11. **Transport/auth stay at the boundary.** Kernel crates should not depend on
HTTP, OpenAPI, bearer-token parsing, or future transport protocols. The
server resolves bearer tokens to actors; clients cannot set actor identity
directly.
12. **Bearer-token plaintext is not retained.** Server startup hashes bearer
tokens, authentication uses constant-time comparison, and request handling
carries only the resolved actor identity and hash-derived match state.
13. **Operational failures are bounded and observable.** Timeout, memory, OOM,
partial result, recovery, and conflict paths must fail loudly or degrade in
a documented way. If a metric affects plan choice or operator behavior, it
must be exposed through the relevant trait or observability surface.
14. **Tests match the boundary being changed.** Prefer extending the existing
test that owns the area. Planner changes need planner-level coverage,
storage changes need storage/recovery coverage, and end-to-end tests are not
a substitute for missing lower-level assertions. Read [testing.md](testing.md)
before adding tests.
## Current Truth Matrix
| Area | Current state | Source |
|---|---|---|
| Multi-table commit | Manifest CAS plus recovery sidecars; not a single Lance primitive | [writes.md](writes.md), [architecture.md](architecture.md) |
| Constructive mutations | In-memory `MutationStaging`, one end-of-query table commit per touched table, then one manifest publish | [writes.md](writes.md), [execution.md](execution.md) |
| Deletes | Inline-commit residual; delete-only queries allowed, mixed insert/update/delete rejected by D2 | [query-language.md](../user/queries/index.md), [writes.md](writes.md) |
| Branch delete | Manifest is the single authority, flipped atomically first; per-table forks + commit-graph branch are derived state, reclaimed best-effort (`force_delete_branch`) with the `cleanup` reconciler as the guaranteed backstop.
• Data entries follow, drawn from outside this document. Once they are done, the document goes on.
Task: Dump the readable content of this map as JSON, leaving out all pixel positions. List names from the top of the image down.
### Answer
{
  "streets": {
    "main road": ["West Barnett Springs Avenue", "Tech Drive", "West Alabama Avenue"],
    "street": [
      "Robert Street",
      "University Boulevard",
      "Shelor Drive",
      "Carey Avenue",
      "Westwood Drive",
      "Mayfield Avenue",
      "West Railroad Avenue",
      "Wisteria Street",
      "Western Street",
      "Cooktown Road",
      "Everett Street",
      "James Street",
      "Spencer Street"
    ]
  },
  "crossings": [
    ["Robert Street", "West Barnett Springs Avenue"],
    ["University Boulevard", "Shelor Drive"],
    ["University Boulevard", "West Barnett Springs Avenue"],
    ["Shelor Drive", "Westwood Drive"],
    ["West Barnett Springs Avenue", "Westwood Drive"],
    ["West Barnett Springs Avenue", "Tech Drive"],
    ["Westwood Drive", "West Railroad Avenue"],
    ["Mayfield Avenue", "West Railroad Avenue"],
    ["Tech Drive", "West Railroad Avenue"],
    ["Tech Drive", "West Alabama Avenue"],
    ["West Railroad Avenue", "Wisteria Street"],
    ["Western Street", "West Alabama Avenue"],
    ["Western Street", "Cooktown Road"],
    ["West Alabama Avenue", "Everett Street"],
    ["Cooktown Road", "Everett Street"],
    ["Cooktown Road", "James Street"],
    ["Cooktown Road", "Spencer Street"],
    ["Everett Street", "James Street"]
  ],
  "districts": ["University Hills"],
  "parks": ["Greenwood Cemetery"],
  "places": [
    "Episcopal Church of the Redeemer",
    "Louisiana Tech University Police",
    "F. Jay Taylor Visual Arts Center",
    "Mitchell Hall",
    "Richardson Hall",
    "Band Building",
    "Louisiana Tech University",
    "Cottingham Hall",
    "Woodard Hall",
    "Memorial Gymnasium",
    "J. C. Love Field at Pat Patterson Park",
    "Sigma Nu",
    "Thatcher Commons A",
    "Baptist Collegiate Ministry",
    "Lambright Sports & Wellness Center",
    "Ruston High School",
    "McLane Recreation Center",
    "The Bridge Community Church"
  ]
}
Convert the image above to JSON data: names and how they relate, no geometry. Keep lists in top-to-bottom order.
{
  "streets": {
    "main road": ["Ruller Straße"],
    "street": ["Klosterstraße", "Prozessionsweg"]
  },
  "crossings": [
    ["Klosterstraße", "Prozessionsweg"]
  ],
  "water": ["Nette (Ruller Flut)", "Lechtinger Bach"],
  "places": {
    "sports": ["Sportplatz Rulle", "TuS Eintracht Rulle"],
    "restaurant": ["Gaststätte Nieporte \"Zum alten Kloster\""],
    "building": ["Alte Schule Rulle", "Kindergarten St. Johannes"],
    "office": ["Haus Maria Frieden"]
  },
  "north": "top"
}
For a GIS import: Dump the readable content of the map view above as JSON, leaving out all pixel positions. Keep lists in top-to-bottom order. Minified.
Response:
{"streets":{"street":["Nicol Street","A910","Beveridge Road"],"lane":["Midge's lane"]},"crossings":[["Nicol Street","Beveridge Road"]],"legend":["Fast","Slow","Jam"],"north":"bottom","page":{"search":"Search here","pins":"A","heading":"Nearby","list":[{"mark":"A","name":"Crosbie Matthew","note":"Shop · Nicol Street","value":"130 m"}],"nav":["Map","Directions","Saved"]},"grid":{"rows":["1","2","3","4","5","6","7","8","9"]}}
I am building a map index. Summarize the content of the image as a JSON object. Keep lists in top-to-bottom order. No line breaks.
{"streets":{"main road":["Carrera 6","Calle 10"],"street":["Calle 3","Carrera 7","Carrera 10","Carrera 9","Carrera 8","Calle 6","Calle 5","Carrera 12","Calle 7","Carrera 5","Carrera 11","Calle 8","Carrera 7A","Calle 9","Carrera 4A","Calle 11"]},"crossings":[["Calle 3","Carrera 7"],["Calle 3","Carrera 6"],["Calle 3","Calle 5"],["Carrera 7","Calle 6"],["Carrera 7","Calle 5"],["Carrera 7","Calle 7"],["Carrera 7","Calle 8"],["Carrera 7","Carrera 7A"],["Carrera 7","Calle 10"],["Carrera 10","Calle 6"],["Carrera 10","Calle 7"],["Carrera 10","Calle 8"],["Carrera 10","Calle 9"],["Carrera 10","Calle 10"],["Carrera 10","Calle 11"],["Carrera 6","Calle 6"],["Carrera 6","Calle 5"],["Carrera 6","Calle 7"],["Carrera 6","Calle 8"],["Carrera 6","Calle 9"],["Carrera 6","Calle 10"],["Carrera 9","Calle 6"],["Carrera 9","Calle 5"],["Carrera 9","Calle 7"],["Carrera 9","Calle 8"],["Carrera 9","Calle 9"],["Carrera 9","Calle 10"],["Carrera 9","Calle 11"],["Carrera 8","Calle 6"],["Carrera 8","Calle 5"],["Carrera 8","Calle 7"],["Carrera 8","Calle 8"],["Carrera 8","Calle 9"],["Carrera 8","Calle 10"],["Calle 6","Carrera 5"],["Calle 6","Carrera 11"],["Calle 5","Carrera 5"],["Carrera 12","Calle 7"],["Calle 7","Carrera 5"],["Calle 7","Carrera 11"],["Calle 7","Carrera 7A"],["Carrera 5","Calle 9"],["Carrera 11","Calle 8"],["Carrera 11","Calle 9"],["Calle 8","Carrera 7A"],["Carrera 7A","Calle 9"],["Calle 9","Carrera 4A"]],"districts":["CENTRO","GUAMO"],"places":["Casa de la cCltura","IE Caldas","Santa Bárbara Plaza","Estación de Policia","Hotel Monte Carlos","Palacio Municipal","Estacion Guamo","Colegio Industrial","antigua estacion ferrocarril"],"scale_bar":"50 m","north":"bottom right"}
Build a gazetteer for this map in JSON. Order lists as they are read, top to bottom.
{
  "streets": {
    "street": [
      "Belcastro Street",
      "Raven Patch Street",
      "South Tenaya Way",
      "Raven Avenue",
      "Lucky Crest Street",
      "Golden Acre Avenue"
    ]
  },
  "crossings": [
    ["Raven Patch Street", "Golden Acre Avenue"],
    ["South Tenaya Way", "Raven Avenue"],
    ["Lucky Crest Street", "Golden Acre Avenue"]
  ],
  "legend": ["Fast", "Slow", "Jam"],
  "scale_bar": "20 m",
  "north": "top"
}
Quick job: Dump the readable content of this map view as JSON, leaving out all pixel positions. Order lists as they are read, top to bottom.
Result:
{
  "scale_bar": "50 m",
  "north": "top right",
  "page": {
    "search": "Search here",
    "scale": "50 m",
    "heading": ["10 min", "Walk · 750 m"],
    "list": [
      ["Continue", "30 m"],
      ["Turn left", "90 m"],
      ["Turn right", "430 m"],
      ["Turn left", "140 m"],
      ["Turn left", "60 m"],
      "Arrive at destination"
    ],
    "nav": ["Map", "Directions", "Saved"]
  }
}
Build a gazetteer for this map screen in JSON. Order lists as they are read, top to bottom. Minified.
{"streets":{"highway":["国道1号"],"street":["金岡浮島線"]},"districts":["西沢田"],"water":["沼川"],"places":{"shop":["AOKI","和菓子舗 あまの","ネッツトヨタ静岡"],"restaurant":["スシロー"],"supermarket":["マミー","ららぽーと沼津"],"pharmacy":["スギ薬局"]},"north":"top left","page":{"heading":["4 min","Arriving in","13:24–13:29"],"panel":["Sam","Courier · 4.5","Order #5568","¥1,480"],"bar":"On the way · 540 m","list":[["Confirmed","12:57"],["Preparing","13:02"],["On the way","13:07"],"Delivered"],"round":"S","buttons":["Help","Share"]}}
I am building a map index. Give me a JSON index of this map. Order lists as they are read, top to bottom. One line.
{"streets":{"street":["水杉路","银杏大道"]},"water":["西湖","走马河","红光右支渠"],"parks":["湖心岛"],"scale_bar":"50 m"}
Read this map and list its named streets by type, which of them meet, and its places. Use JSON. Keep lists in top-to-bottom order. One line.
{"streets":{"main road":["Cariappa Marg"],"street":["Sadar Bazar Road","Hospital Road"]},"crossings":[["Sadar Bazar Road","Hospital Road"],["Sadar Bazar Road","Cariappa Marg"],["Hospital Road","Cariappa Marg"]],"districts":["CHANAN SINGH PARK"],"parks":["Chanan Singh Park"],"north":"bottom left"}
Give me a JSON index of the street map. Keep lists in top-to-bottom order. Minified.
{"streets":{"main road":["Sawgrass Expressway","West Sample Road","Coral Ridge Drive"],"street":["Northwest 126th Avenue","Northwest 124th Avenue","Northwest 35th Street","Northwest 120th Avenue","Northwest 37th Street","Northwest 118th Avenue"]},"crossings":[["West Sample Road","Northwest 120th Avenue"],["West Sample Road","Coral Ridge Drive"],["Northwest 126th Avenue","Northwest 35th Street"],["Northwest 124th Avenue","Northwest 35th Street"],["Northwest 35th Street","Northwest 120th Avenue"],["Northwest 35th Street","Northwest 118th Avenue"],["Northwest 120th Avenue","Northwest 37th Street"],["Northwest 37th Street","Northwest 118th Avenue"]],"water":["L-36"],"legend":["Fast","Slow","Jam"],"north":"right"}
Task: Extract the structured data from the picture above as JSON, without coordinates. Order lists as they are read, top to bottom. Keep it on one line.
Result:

Reusing a name whose reclaim failed before `cleanup` surfaces an actionable error | [branches-commits.md](../user/branching/index.md), [maintenance.md](../user/operations/maintenance.md) |
| Schema validation | Type checks, required fields, defaults, edge endpoint checks, and edge cardinality are enforced on write paths | [schema-language.md](../user/schema/index.md), [execution.md](execution.md) |
| Unique constraints | Intra-batch and write-path checks exist; intake and branch-merge derive the composite key through one shared function (`loader::composite_unique_key`, a separator-free `Vec<String>` tuple) and fail loudly on an un-keyable column type rather than silently exempting it; full cross-version uniqueness against already-committed rows is still a gap | [schema-language.md](../user/schema/index.md) |
| Storage trait | `TableStorage` (via `db.storage()`) is staged-only; the inline-commit residuals (`delete_where`, `create_vector_index`) are split onto a separate sealed `InlineCommitResidual` trait reached via `db.storage_inline_residual()` (MR-854), so §1 holds by construction; capability/stat surfaces are roadmap | [writes.md](writes.md), [architecture.md](architecture.md) |
| Index lifecycle | `@index`/`@key` declares *intent*; the physical index is derived state and never fails a logical op. `schema apply` builds no indexes (records intent only; index-only changes touch no table data). `load`/`mutate` build inline through one chokepoint (`build_indices_on_dataset_for_catalog`, type-dispatched by `node_prop_index_kind`: enum + orderable scalar → BTREE, free-text String → FTS, Vector → vector) that fault-isolates an untrainable Vector column into a *pending* index instead of aborting. `optimize`/`ensure_indices` is the reconciler: it creates declared-but-missing indexes and folds appended/rewritten fragments into existing ones (`optimize_indices`), reporting still-pending columns. Explicit maintenance call, not yet a background loop | [indexes.md](../user/search/indexes.md), [maintenance.md](../user/operations/maintenance.md) |
| Traversal IDs | Runtime still builds `TypeIndex`; Lance stable row-id based graph IDs are roadmap | [architecture.md](architecture.md), [query-language.md](../user/queries/index.md) |
| Auth | Bearer token hashing and server-side actor resolution are implemented at the HTTP boundary | [server.md](../user/operations/server.md), [policy.md](../user/operations/policy.md) |
| Tests | Tempdir-backed Lance tests are the current substrate; the storage adapter has an in-memory backend for adapter-level contract tests, but Lance datasets bypass it | [testing.md](testing.md) |
The branch-delete reconciler is authority-derived: it reclaims orphaned forks
today and degrades to a no-op if Lance ships an atomic multi-dataset branch
operation, so the design composes with that future rather than blocking it. This
is the same shape as invariant 7 (indexes are derived state); prefer it over a
recovery-sidecar-style approach for any new multi-dataset metadata operation,
since the sidecar would be scaffolding to remove once the substrate closes the gap.
## Known Gaps
Do not hide these behind invariant wording. Either move them forward or keep
them explicit.
- **Rename-stable schema identity:** the invariant is that accepted IDs survive
renames. The current compiler still derives type IDs from `kind:name`; this
must be fixed before relying on renamed IDs across accepted schemas.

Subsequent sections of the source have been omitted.